Penjelasan Front Ulama al-Ahzar tentang Kebatilan Agama Syi’ah
Front Ulama al-Ahzar (FUA) melancarkan serangan tajam kepada Syaikh Jamal Quthb, mantan komite fatwa al-Azhar sebagai bentuk bantahan atas peremehannya terhadap perselisihan antara Sunni dengan Syi’i dengan ucapannya bahwa tidak ada perbedaan antara Sunnah dengan Syi’ah lebih dari perbedaan antara Klub al-Ahli dan Klub Zamalik (nama 2 kesebelasan sepakbola).
Quthb mengemukakan penjelasannya tersebut di tengah jawabannya atas pertanyaan sekitar perkembangan orang-orang syi’ah di Mesir dan kawasan Arab, dimana jawaban tersebut merupakan efek dari kritikan FUA yang telah mengisyaratkan bahwa Syi’ah bukanlah kaum muslimin, karena ghuluw (berlebihan) dalam aqidah mereka, diantaranya adalah ucapan ma’shumnya para imam (dua belas).
FUA juga menambahkan, “Bahwa Sunnah dan Syi’ah sekarang ini adalah dua agama, bukan satu agama”. Kemudian mengutip dalil-dalil atas keluarnya keluarnya mereka (syi’ah) dari agama ini secara keseluruhan dengan ucapan mereka yang melampaui batas tentang kema’shuman para imam mereka. Juga karena keyakinan mereka bahwa permasalahan imamah adalah tuntutan paling penting di dalam hukum-hukum agama menurut mereka, dan termasuk permasalahan kaum muslimin yang paling mulia sebagaimana yang disebutkan oleh imam mereka yang bergelar as-Shaduq.
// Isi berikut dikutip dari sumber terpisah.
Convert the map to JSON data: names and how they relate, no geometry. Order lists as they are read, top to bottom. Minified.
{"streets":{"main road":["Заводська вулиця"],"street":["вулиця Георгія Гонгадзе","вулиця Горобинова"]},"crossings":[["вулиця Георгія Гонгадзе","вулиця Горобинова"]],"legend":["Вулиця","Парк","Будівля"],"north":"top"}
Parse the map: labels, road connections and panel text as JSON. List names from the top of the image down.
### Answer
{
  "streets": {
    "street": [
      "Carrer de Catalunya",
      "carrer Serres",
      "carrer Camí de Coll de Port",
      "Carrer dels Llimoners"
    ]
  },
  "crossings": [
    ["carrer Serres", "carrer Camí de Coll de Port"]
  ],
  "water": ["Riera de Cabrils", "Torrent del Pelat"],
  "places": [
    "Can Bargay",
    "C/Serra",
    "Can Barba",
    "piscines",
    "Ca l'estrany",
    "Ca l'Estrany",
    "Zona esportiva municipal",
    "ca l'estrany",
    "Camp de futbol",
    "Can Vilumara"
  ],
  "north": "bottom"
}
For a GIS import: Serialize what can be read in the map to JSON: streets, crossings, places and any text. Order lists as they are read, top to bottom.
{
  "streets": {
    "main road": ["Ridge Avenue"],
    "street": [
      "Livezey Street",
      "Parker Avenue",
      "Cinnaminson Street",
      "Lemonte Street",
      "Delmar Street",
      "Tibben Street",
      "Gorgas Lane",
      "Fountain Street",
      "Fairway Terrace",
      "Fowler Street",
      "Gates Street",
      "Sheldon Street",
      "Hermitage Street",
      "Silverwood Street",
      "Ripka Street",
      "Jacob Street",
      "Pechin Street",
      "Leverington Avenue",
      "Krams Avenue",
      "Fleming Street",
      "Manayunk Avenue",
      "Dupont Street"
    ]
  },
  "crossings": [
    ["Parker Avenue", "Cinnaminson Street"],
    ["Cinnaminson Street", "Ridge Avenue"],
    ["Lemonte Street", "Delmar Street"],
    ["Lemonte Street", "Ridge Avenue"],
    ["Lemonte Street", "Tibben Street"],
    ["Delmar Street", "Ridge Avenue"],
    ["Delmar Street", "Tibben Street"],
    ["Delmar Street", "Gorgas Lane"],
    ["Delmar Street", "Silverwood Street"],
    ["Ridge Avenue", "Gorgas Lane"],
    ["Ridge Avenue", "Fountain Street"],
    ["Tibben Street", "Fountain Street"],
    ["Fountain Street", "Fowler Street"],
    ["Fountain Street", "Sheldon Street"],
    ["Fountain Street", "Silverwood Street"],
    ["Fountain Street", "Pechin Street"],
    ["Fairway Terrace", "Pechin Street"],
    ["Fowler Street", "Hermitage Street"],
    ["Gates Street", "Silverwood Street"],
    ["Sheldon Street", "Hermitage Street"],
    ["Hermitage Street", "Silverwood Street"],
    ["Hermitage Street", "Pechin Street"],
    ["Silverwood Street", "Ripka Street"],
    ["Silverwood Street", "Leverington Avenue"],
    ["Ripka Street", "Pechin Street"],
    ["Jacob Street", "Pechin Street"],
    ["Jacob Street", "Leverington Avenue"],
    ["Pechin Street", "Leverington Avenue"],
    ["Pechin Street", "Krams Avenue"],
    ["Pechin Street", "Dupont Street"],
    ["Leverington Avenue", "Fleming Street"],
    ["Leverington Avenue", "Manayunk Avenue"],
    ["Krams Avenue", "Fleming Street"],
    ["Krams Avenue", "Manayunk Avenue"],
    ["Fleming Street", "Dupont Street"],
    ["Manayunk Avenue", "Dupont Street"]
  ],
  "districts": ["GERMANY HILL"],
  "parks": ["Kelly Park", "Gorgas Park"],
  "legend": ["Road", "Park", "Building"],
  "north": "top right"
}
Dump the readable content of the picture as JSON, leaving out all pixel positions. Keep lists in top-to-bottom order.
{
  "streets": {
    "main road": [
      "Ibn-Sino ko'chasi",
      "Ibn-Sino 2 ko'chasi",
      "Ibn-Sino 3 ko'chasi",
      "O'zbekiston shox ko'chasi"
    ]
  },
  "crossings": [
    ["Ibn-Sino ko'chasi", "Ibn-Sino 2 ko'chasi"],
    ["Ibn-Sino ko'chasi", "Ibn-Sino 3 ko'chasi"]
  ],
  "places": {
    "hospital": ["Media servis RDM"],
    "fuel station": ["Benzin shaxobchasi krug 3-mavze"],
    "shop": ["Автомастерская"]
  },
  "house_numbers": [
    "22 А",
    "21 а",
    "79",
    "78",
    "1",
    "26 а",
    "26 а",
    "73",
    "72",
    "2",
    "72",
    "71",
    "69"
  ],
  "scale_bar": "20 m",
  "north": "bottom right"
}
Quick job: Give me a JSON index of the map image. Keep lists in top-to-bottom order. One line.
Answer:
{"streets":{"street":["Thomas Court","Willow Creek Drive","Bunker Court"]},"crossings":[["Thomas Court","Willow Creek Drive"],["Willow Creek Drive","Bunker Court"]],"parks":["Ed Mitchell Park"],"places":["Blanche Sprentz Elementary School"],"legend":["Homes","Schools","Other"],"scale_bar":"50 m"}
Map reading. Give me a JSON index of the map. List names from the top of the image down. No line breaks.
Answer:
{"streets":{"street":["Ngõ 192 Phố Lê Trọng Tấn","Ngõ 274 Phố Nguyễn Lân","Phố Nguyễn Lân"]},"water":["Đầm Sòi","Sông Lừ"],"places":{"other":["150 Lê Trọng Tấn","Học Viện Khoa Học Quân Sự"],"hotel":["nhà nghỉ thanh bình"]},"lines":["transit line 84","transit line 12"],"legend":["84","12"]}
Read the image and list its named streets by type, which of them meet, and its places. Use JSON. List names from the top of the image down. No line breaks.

FUA juga mengisyaratkan bahwa Ahlussunnah telah ber-ijma’ (sepakat) akan kedustaan dan kekufuran hal tersebut, karena iman kepada Allah dan Rasul-Nya adalah lebih penting menurut Ahlusunnah dari pada sekedar masalah imamah.
Di dalam penjelasannya, FUA mengklaim bahwa Syi’ah telah membuat-buat kedustaan, dan mendustakan kebenaran, ini merupakan keadaan orang-orang murtad. Oleh karenanya penduduk Madinah menjauhi hadits-hadits mereka. Hingga Imam Malik rahimahullah pernah berkata, “Jadikanlah hadits-hadits penduduk Irak itu seperti kedudukan hadits-hadits ahli kitab, janganlah kalian membenarkan mereka dan janganlah kalian mendustakan mereka.”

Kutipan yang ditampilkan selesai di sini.